ニューヨーク、ワシントンDC、ロサンゼルスでは多くの、とりわけトランスジェンダーの人びとが、学校帰りや買い物途中、あるいはバスを待っている際に職務質問され、コンドーム探しの身体検査を受けたと証言している。これらの都市における広範に解釈が可能な「徘徊禁止法」が、この手のプロファイリングと差別を招いているのであり、法改正か撤廃が求められる。

ニューヨーク、ワシントンDC、ロサンゼルスのセックス・ワーカーらは、警察官による虐待や不法行為の実態について詳述。警察官は時折、トランスジェンダー女性に野卑な侮辱、嘲り、非礼を働いているという。複数のトランスジェンダー女性が、警察官にカツラや衣服を取られるなど、「外見をはぎとられた」時の様子を詳しく証言した。はぎ取ったものを地面に投げ捨てて、踏みつけたケースもあった。

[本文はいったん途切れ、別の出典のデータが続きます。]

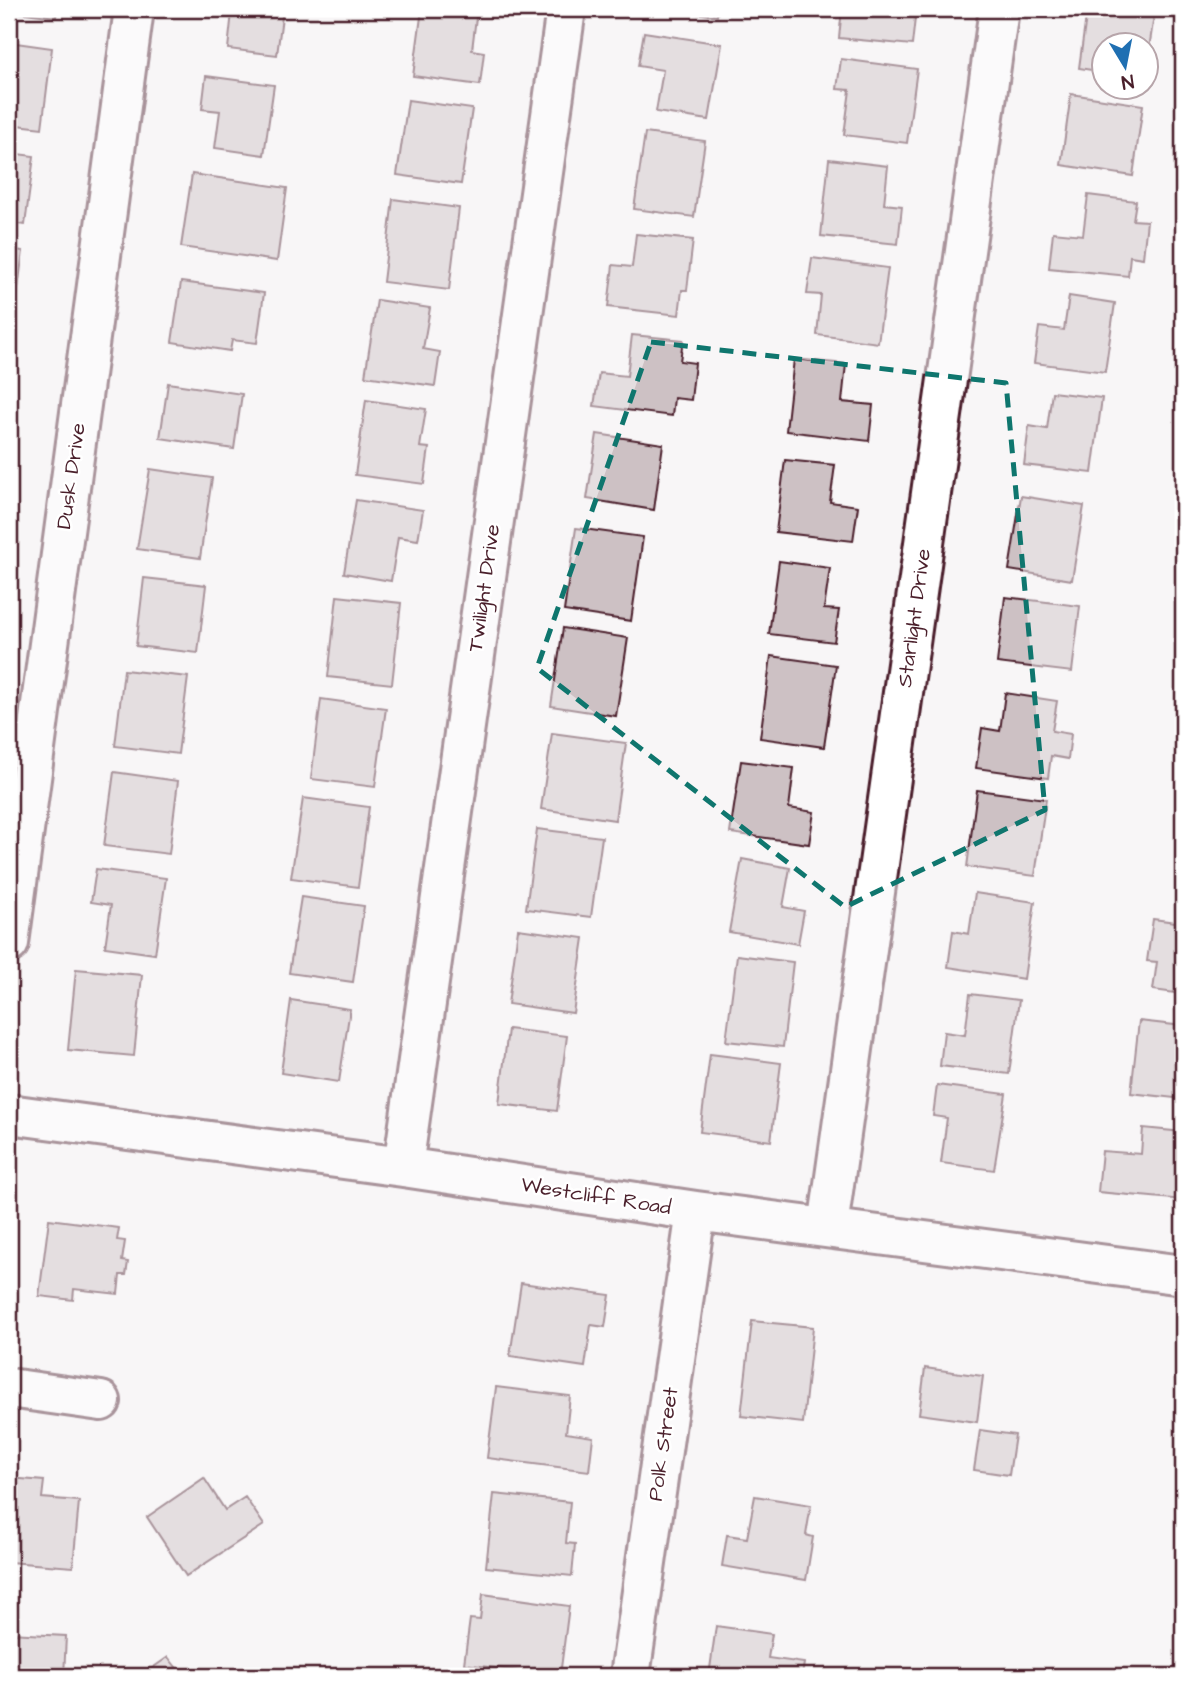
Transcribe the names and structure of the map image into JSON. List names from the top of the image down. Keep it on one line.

ニューヨークとロサンゼルスでは、一部の警察官に容疑を取り消す代わりに性行為を要求された、と訴える女性たちもいる。

被害者女性のほとんどは事件を告訴していない。更なる警察からの虐待を恐れているのと同時に、警察が公正と誠実さをもって対応すると信じられないからだ。米司法省は、在ニューヨーク、ワシントンDC、ロサンゼルスのセックス・ワーカーとトランスジェンダーの人びとに対する、警察の対応を調査すべきだ。

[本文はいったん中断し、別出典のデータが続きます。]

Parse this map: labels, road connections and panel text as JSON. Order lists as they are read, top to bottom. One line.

本報告書はまた、地方や州自治体、連邦政府に対し、コンドームを売春の証拠とするのを止めるよう求めている。オバマ政権は、女性と少女のHIV感染を減らす必要性を強調してきた。が、その目標は、多くのセックス・ワーカーとトランスジェンダー女性にとっていまだ手の届かない所にある。

マクレモア上級調査員は、「エイズ会議は、ワシントンDCを含む米国の諸都市が売春関連犯罪の証拠としてコンドームを利用するのをやめるという意向を表明する、絶好の機会だ」と述べる。「HIVの感染予防を犯罪化することは人権侵害であり、同時に公衆衛生への危険をもたらすことにもなる。」